Your objective>
Images do not belong in the copy. Set down all the entries exactly.
(Beginning of Record extracts)
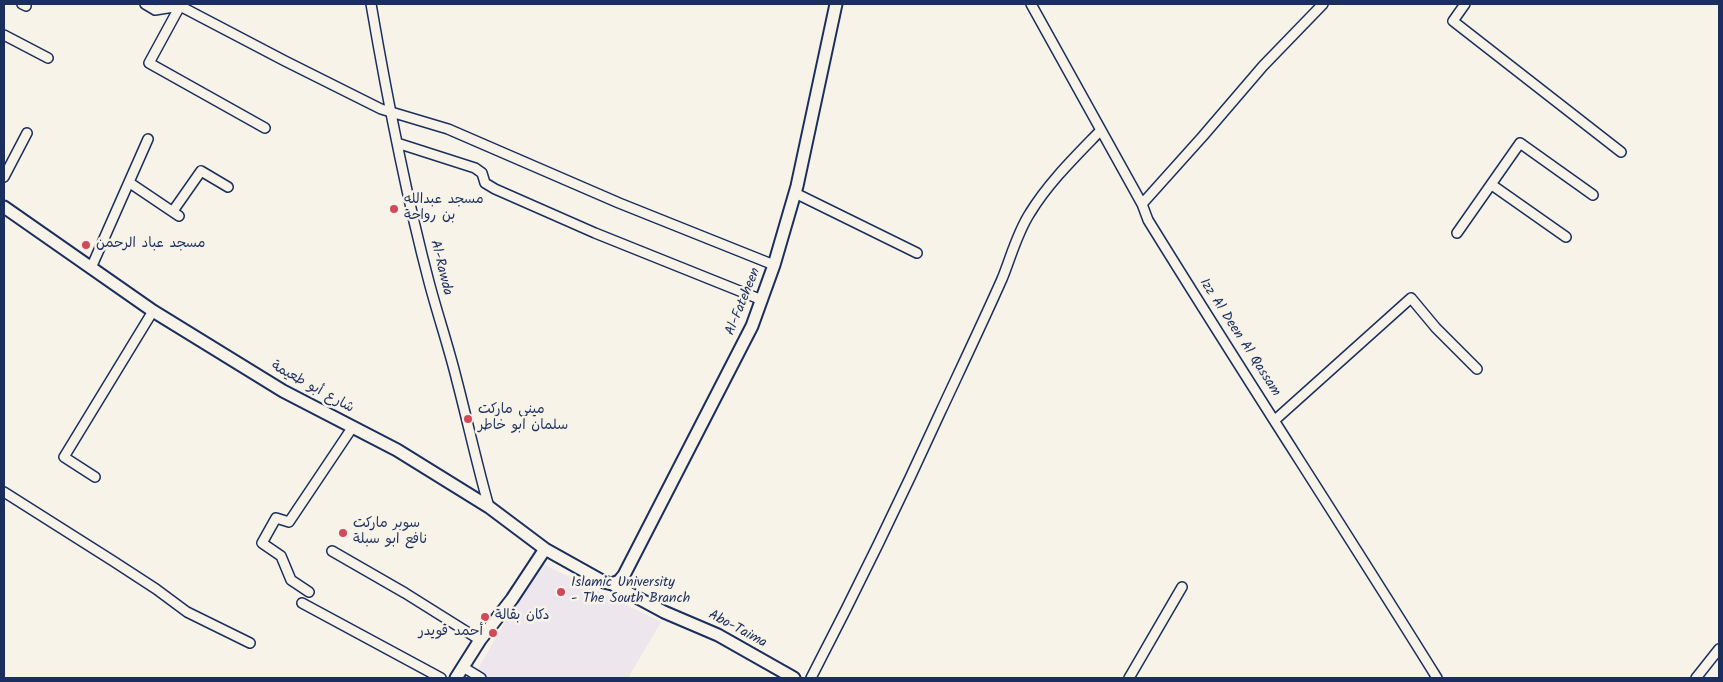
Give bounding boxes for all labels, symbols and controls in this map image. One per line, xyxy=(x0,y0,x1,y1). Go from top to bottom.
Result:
place label: مسجد عبدالله بن رواحة xyxy=(404,193,484,226)
marker: مسجد عبدالله بن رواحة xyxy=(388,203,400,215)
place label: مسجد عباد الرحمن xyxy=(96,237,205,253)
marker: مسجد عباد الرحمن xyxy=(80,239,92,251)
street label: Al-Rawda xyxy=(425,239,455,297)
street label: Al-Fateheen xyxy=(723,266,765,338)
street label: Izz Al Deen Al Qassam xyxy=(1195,276,1283,400)
street label: شارع أبو طعيمة xyxy=(268,358,356,418)
place label: ميني ماركت سلمان ابو خاطر xyxy=(478,403,568,436)
marker: ميني ماركت سلمان ابو خاطر xyxy=(462,413,474,425)
place label: سوبر ماركت نافع ابو سبلة xyxy=(353,517,427,550)
marker: سوبر ماركت نافع ابو سبلة xyxy=(337,527,349,539)
place label: Islamic University - The South Branch xyxy=(571,576,690,608)
marker: Islamic University - The South Branch xyxy=(555,586,567,598)
street label: Abo-Taima xyxy=(705,608,769,652)
place label: دكان بقالة xyxy=(495,609,549,625)
marker: دكان بقالة xyxy=(479,611,491,623)
place label: أحمد قويدر xyxy=(418,625,483,641)
marker: أحمد قويدر xyxy=(487,627,499,639)

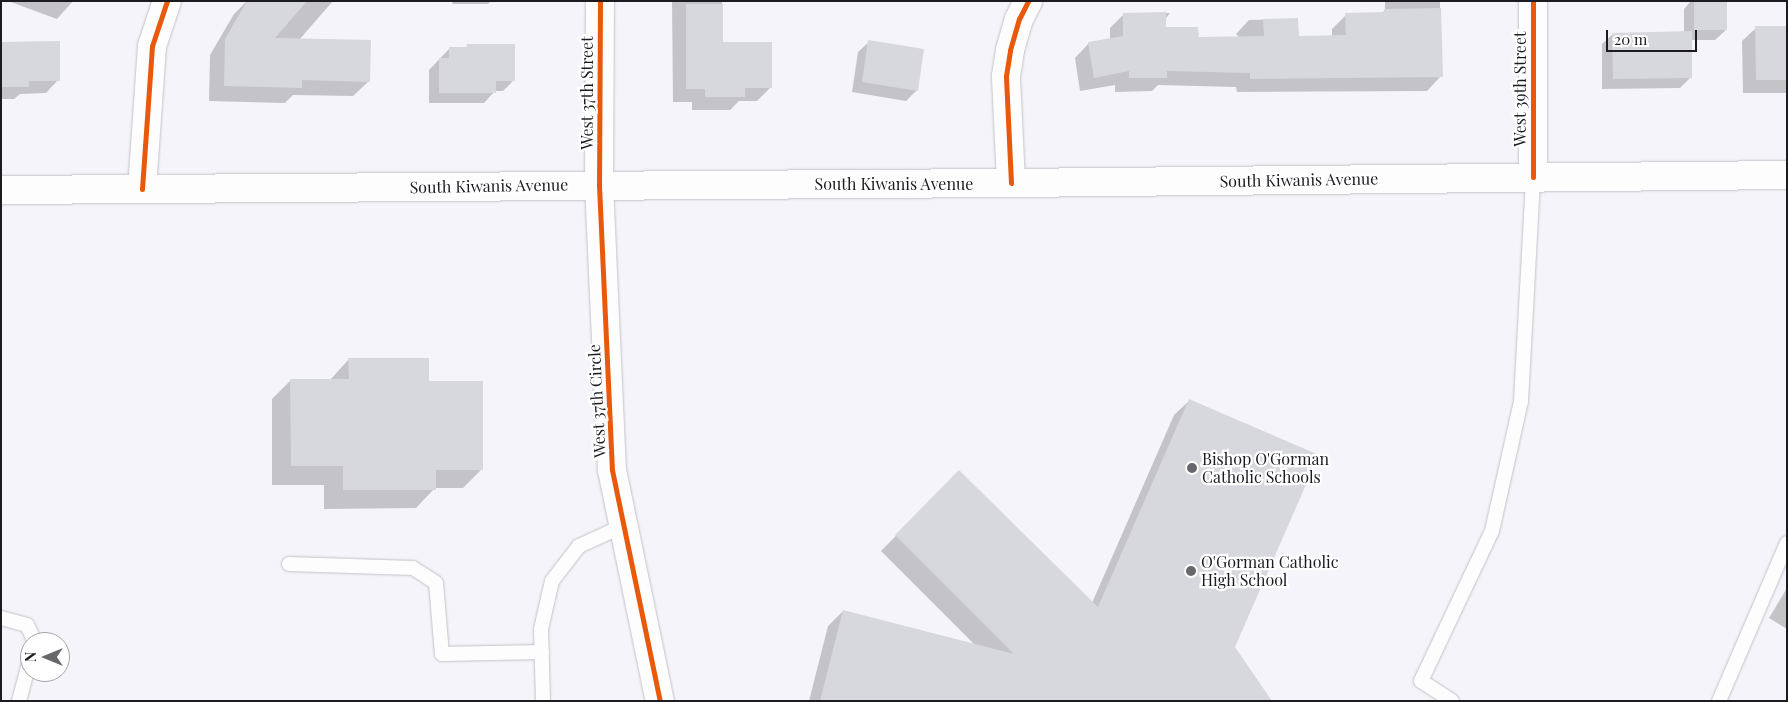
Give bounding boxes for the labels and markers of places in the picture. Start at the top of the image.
place label: Bishop O'Gorman Catholic Schools [1202,449,1329,487]
marker: Bishop O'Gorman Catholic Schools [1186,462,1198,474]
place label: O'Gorman Catholic High School [1201,552,1338,590]
marker: O'Gorman Catholic High School [1185,565,1197,577]

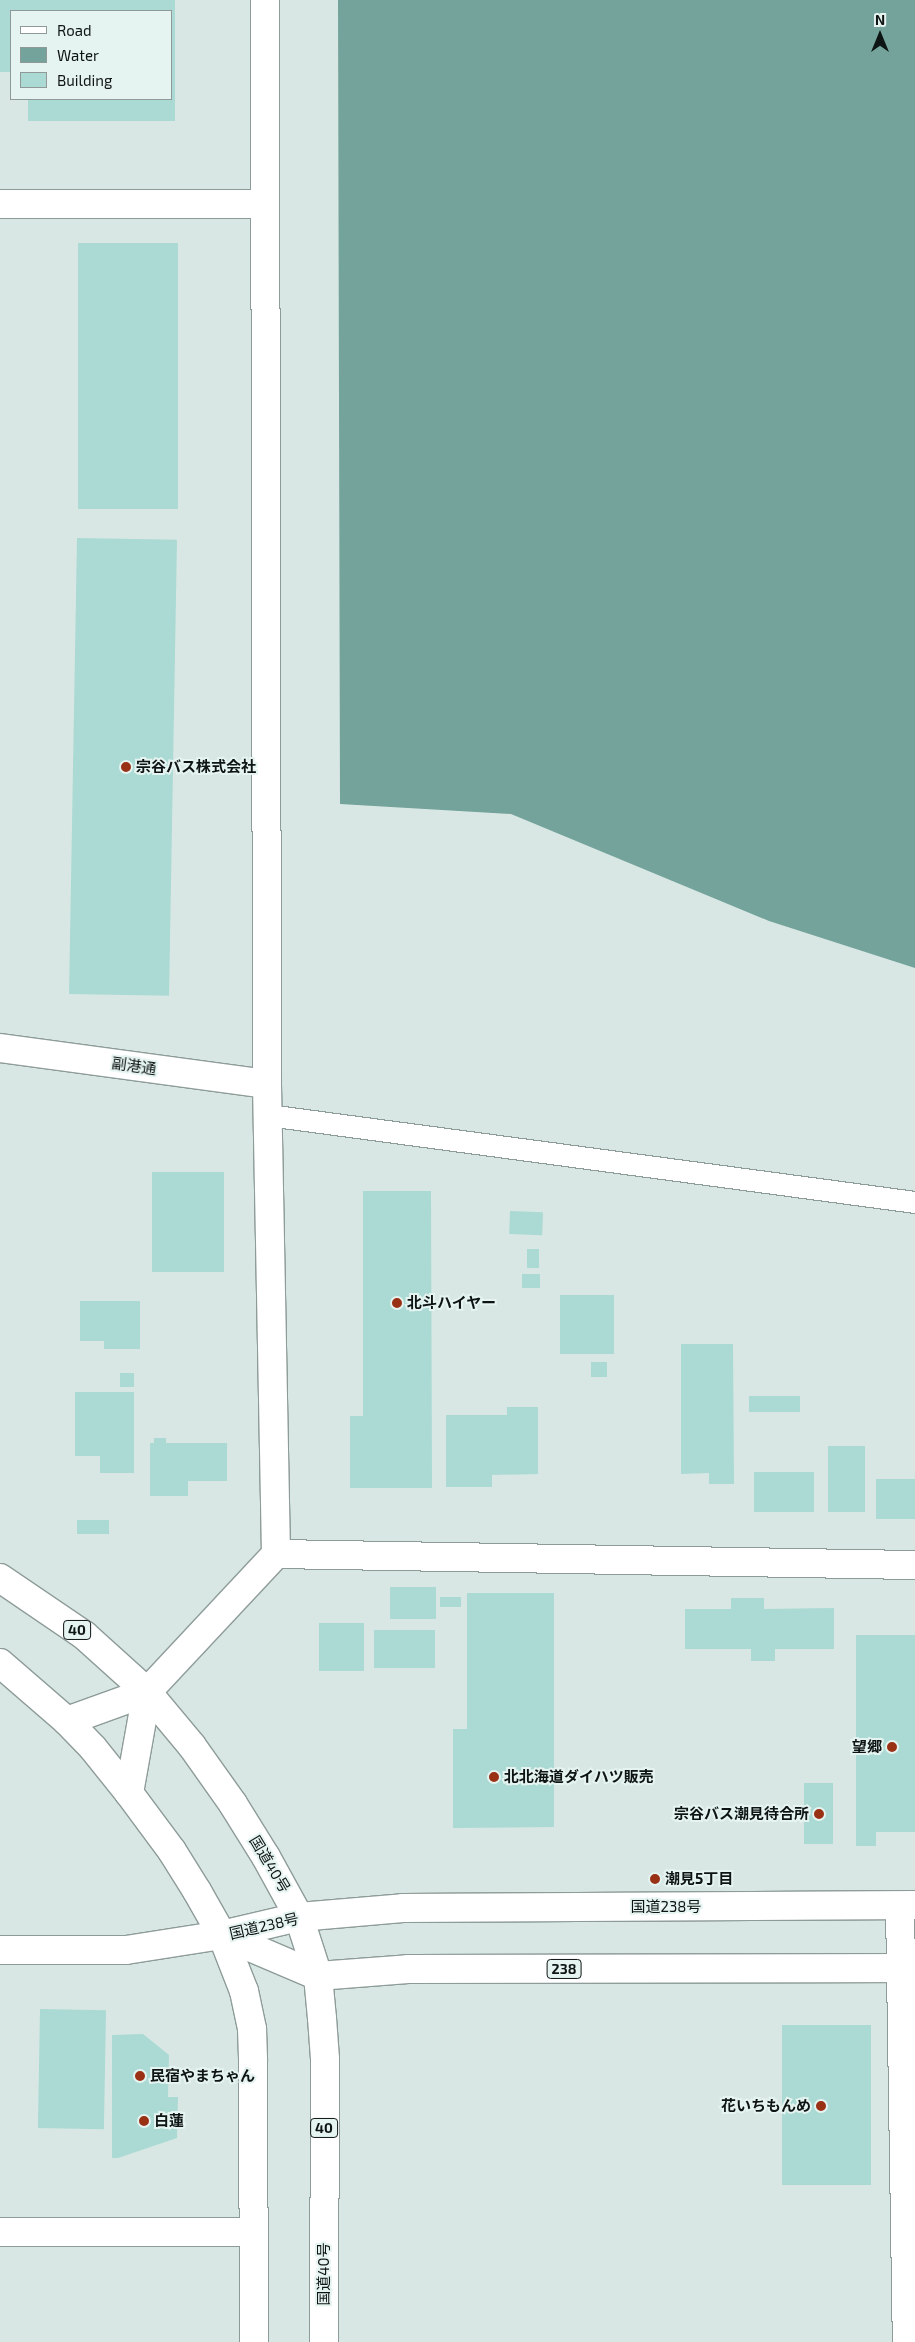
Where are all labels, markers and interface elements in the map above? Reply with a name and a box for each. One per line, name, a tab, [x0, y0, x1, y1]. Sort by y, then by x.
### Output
legend	[10, 10, 172, 100]
north arrow	[855, 10, 905, 60]
text: N	[875, 11, 885, 28]
text: Road	[57, 21, 92, 39]
text: Water	[57, 46, 99, 64]
text: Building	[57, 71, 112, 89]
place label: 宗谷バス株式会社	[136, 758, 256, 776]
marker: 宗谷バス株式会社	[120, 761, 132, 773]
street label: 副港通	[110, 1054, 158, 1078]
place label: 北斗ハイヤー	[407, 1294, 497, 1312]
marker: 北斗ハイヤー	[391, 1297, 403, 1309]
road number: 40	[62, 1618, 92, 1642]
place label: 望郷	[852, 1738, 882, 1756]
marker: 望郷	[886, 1741, 898, 1753]
place label: 北北海道ダイハツ販売	[504, 1768, 654, 1786]
marker: 北北海道ダイハツ販売	[488, 1771, 500, 1783]
place label: 宗谷バス潮見待合所	[674, 1805, 809, 1823]
marker: 宗谷バス潮見待合所	[813, 1808, 825, 1820]
street label: 国道40号	[246, 1832, 294, 1896]
place label: 潮見5丁目	[665, 1870, 733, 1888]
marker: 潮見5丁目	[649, 1873, 661, 1885]
street label: 国道238号	[631, 1898, 701, 1916]
street label: 国道238号	[227, 1909, 301, 1943]
road number: 238	[546, 1958, 582, 1980]
place label: 民宿やまちゃん	[150, 2067, 255, 2085]
marker: 民宿やまちゃん	[134, 2070, 146, 2082]
place label: 花いちもんめ	[721, 2097, 811, 2115]
marker: 花いちもんめ	[815, 2100, 827, 2112]
place label: 白蓮	[154, 2112, 184, 2130]
marker: 白蓮	[138, 2115, 150, 2127]
road number: 40	[309, 2116, 339, 2140]
street label: 国道40号	[315, 2242, 333, 2306]

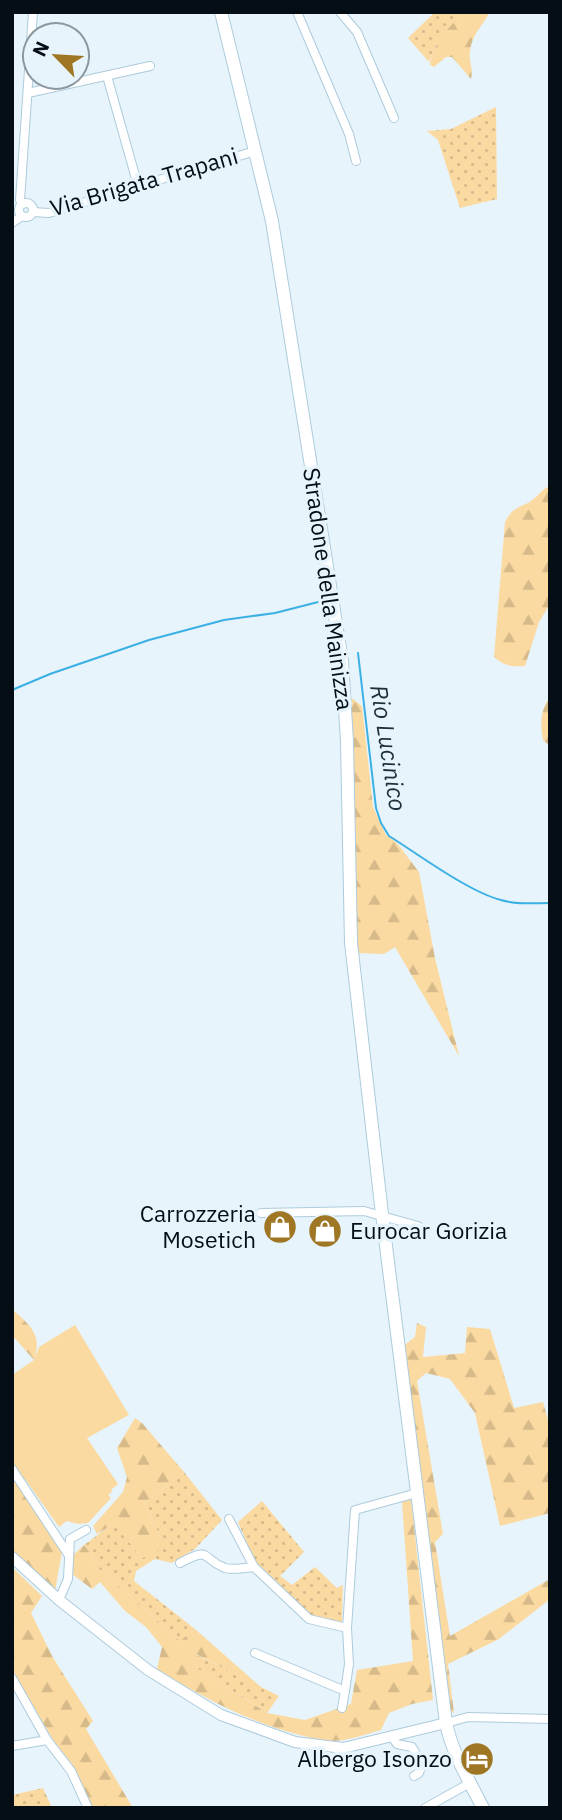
(End of Record extracts)
Written solution>
Give bounding boxes for all labels, symbols and controls in this map image. One per line, xyxy=(x0,y0,x1,y1). Go from top to bottom.
Result:
place label: مسجد عبدالله بن رواحة xyxy=(404,193,484,226)
marker: مسجد عبدالله بن رواحة xyxy=(388,203,400,215)
place label: مسجد عباد الرحمن xyxy=(96,237,205,253)
marker: مسجد عباد الرحمن xyxy=(80,239,92,251)
street label: Al-Rawda xyxy=(425,239,455,297)
street label: Al-Fateheen xyxy=(723,266,765,338)
street label: Izz Al Deen Al Qassam xyxy=(1195,276,1283,400)
street label: شارع أبو طعيمة xyxy=(268,358,356,418)
place label: ميني ماركت سلمان ابو خاطر xyxy=(478,403,568,436)
marker: ميني ماركت سلمان ابو خاطر xyxy=(462,413,474,425)
place label: سوبر ماركت نافع ابو سبلة xyxy=(353,517,427,550)
marker: سوبر ماركت نافع ابو سبلة xyxy=(337,527,349,539)
place label: Islamic University - The South Branch xyxy=(571,576,690,608)
marker: Islamic University - The South Branch xyxy=(555,586,567,598)
street label: Abo-Taima xyxy=(705,608,769,652)
place label: دكان بقالة xyxy=(495,609,549,625)
marker: دكان بقالة xyxy=(479,611,491,623)
place label: أحمد قويدر xyxy=(418,625,483,641)
marker: أحمد قويدر xyxy=(487,627,499,639)

Give bounding boxes for the labels and markers of places in the picture. Start at the top of the image.
place label: Bishop O'Gorman Catholic Schools [1202,449,1329,487]
marker: Bishop O'Gorman Catholic Schools [1186,462,1198,474]
place label: O'Gorman Catholic High School [1201,552,1338,590]
marker: O'Gorman Catholic High School [1185,565,1197,577]

Where are all labels, markers and interface elements in the map above? Reply with a name and a box for each. One per line, name, a tab, [x0, y0, x1, y1]. Sort by y, then by x.
### Output
legend	[10, 10, 172, 100]
north arrow	[855, 10, 905, 60]
text: N	[875, 11, 885, 28]
text: Road	[57, 21, 92, 39]
text: Water	[57, 46, 99, 64]
text: Building	[57, 71, 112, 89]
place label: 宗谷バス株式会社	[136, 758, 256, 776]
marker: 宗谷バス株式会社	[120, 761, 132, 773]
street label: 副港通	[110, 1054, 158, 1078]
place label: 北斗ハイヤー	[407, 1294, 497, 1312]
marker: 北斗ハイヤー	[391, 1297, 403, 1309]
road number: 40	[62, 1618, 92, 1642]
place label: 望郷	[852, 1738, 882, 1756]
marker: 望郷	[886, 1741, 898, 1753]
place label: 北北海道ダイハツ販売	[504, 1768, 654, 1786]
marker: 北北海道ダイハツ販売	[488, 1771, 500, 1783]
place label: 宗谷バス潮見待合所	[674, 1805, 809, 1823]
marker: 宗谷バス潮見待合所	[813, 1808, 825, 1820]
street label: 国道40号	[246, 1832, 294, 1896]
place label: 潮見5丁目	[665, 1870, 733, 1888]
marker: 潮見5丁目	[649, 1873, 661, 1885]
street label: 国道238号	[631, 1898, 701, 1916]
street label: 国道238号	[227, 1909, 301, 1943]
road number: 238	[546, 1958, 582, 1980]
place label: 民宿やまちゃん	[150, 2067, 255, 2085]
marker: 民宿やまちゃん	[134, 2070, 146, 2082]
place label: 花いちもんめ	[721, 2097, 811, 2115]
marker: 花いちもんめ	[815, 2100, 827, 2112]
place label: 白蓮	[154, 2112, 184, 2130]
marker: 白蓮	[138, 2115, 150, 2127]
road number: 40	[309, 2116, 339, 2140]
street label: 国道40号	[315, 2242, 333, 2306]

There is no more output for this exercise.